(Stored dataset items)
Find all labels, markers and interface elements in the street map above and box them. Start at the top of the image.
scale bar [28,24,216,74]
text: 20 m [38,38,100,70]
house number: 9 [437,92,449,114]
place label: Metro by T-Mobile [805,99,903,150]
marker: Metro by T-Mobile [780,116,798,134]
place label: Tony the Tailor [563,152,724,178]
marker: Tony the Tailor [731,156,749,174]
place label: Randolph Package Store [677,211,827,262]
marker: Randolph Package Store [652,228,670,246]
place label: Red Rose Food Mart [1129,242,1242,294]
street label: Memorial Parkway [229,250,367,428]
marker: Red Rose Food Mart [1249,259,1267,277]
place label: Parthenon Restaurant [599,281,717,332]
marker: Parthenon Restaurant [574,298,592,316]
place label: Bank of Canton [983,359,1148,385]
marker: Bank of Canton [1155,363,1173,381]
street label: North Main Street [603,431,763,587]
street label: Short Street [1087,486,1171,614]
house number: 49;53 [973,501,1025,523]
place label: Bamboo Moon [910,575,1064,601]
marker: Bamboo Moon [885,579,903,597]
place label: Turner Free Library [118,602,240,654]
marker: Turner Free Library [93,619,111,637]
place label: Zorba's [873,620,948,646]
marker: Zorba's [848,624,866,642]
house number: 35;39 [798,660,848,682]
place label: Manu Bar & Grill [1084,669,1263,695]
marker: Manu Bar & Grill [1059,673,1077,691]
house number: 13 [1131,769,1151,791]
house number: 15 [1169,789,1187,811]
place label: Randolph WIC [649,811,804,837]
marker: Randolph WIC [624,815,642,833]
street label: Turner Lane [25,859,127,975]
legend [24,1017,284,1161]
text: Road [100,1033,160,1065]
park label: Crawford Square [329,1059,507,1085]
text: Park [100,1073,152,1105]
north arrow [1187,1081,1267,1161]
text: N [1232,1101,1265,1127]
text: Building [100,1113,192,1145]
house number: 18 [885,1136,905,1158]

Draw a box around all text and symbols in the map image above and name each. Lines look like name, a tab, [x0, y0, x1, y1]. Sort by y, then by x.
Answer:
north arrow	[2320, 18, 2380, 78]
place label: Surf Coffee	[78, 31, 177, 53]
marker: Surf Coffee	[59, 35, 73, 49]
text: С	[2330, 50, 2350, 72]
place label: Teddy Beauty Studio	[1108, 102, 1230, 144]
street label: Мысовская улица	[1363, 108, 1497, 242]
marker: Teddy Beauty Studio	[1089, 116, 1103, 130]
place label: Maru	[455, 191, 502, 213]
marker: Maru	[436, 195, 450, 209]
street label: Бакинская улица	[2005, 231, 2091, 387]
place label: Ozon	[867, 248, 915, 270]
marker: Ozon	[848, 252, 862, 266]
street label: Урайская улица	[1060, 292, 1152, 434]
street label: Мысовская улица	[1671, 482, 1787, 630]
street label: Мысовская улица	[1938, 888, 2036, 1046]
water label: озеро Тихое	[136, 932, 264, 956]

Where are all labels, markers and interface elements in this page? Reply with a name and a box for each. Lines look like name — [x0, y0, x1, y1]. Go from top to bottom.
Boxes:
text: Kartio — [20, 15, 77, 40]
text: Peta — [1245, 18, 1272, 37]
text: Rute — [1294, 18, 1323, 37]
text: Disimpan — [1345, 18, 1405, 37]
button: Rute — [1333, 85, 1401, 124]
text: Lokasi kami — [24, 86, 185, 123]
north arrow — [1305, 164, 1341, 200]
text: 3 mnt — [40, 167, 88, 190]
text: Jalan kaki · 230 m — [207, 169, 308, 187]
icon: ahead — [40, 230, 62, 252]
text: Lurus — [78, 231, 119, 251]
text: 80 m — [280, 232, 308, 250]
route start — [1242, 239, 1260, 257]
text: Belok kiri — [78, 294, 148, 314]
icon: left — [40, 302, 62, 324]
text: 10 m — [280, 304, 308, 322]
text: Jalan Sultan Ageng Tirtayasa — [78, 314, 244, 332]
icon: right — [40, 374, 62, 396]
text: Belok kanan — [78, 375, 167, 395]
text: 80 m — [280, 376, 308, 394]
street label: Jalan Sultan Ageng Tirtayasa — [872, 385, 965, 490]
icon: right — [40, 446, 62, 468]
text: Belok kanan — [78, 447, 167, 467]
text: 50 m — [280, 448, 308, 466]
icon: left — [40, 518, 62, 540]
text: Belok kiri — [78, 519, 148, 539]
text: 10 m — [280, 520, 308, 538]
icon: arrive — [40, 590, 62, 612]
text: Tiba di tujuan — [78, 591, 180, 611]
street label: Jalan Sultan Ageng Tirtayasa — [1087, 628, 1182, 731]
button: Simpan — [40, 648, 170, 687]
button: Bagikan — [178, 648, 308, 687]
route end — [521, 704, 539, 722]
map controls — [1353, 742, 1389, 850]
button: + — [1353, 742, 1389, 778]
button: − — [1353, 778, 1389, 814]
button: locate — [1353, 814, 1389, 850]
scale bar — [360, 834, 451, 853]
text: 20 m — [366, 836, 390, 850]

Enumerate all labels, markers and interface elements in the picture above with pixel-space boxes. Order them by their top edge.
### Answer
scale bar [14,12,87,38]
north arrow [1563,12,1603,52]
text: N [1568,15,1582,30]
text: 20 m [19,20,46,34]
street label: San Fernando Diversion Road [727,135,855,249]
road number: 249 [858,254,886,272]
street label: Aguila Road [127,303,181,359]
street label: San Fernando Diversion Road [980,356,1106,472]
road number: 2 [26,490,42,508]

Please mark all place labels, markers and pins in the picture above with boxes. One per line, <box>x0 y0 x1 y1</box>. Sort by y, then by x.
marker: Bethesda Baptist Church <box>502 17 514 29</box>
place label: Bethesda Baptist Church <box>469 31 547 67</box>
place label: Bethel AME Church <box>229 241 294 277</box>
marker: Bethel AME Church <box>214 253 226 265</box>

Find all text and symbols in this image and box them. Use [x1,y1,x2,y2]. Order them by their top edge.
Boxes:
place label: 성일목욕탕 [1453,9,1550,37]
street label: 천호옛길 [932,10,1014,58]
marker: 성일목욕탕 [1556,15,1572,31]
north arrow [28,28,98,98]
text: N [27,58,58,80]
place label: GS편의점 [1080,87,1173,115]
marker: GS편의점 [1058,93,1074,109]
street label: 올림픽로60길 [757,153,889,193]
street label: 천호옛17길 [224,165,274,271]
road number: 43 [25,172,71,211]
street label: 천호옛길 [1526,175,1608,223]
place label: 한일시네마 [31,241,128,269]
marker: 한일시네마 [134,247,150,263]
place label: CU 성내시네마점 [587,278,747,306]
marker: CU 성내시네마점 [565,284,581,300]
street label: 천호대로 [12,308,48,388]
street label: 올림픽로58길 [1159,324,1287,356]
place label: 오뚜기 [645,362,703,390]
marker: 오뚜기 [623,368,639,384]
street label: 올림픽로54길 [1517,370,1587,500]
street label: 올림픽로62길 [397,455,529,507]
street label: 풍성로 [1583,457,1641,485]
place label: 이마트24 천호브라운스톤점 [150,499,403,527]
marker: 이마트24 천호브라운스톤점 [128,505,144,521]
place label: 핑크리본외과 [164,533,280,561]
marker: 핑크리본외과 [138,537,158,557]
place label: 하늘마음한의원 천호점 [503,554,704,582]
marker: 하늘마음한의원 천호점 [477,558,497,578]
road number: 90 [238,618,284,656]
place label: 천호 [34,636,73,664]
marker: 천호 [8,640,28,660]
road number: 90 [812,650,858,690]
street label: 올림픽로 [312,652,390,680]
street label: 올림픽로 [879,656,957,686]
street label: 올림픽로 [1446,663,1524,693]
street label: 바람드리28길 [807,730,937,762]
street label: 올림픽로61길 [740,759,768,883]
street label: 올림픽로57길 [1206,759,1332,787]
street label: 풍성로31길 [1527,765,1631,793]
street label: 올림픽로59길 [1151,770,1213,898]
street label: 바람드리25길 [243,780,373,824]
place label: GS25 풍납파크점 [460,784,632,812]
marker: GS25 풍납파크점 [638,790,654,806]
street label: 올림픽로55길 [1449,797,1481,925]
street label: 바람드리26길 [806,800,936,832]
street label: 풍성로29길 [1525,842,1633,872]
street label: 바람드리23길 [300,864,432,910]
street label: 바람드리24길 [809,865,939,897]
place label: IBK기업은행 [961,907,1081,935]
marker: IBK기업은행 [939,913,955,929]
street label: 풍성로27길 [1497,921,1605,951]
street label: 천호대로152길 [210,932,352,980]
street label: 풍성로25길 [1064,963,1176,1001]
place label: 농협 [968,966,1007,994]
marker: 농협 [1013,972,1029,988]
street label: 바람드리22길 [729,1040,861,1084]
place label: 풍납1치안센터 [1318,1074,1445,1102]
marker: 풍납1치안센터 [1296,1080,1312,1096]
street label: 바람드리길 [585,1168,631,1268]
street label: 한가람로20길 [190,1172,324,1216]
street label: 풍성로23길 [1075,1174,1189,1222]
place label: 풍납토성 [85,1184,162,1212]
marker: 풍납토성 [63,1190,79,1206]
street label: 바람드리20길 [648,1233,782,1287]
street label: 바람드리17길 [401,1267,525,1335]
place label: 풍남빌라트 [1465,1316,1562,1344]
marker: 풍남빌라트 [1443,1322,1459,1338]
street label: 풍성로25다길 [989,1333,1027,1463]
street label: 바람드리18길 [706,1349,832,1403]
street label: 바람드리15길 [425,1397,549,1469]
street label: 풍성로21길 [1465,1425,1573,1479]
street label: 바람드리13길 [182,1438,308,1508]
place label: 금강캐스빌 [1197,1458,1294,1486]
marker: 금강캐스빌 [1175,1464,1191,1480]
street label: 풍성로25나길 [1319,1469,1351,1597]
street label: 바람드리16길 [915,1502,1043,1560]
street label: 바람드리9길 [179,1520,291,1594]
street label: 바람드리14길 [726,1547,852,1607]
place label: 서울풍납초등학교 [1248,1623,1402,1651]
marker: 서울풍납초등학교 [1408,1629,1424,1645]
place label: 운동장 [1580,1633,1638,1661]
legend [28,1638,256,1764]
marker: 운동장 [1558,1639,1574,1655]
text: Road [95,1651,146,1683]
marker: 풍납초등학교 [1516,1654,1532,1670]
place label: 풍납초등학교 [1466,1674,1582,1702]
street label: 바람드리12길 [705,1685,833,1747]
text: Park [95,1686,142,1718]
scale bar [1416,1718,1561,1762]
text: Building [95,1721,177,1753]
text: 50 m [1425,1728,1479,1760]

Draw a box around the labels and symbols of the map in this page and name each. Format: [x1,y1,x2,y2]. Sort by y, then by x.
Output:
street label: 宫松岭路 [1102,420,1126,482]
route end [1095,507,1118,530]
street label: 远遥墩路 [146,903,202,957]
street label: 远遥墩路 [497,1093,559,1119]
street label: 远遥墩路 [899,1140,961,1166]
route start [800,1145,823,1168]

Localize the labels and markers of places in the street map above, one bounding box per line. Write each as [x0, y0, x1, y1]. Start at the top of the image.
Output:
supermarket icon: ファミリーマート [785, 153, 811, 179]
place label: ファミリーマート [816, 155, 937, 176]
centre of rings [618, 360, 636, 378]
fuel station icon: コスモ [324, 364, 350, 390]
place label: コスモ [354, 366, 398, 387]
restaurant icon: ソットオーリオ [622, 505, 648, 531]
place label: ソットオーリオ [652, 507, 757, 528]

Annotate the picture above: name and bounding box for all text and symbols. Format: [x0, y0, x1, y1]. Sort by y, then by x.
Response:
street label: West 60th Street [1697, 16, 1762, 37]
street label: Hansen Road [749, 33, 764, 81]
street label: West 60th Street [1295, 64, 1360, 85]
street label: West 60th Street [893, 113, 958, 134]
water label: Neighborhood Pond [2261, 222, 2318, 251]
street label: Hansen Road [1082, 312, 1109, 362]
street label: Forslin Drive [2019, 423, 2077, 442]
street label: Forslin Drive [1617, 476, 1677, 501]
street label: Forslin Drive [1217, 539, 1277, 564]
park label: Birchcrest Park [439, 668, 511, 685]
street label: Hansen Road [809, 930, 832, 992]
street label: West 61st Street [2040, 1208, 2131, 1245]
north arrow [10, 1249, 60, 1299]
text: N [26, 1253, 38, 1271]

• _Task statement_:
Where the string "arrow" appears in a line of the entries, count that line, and state the total alone.

• _Completed task_:
6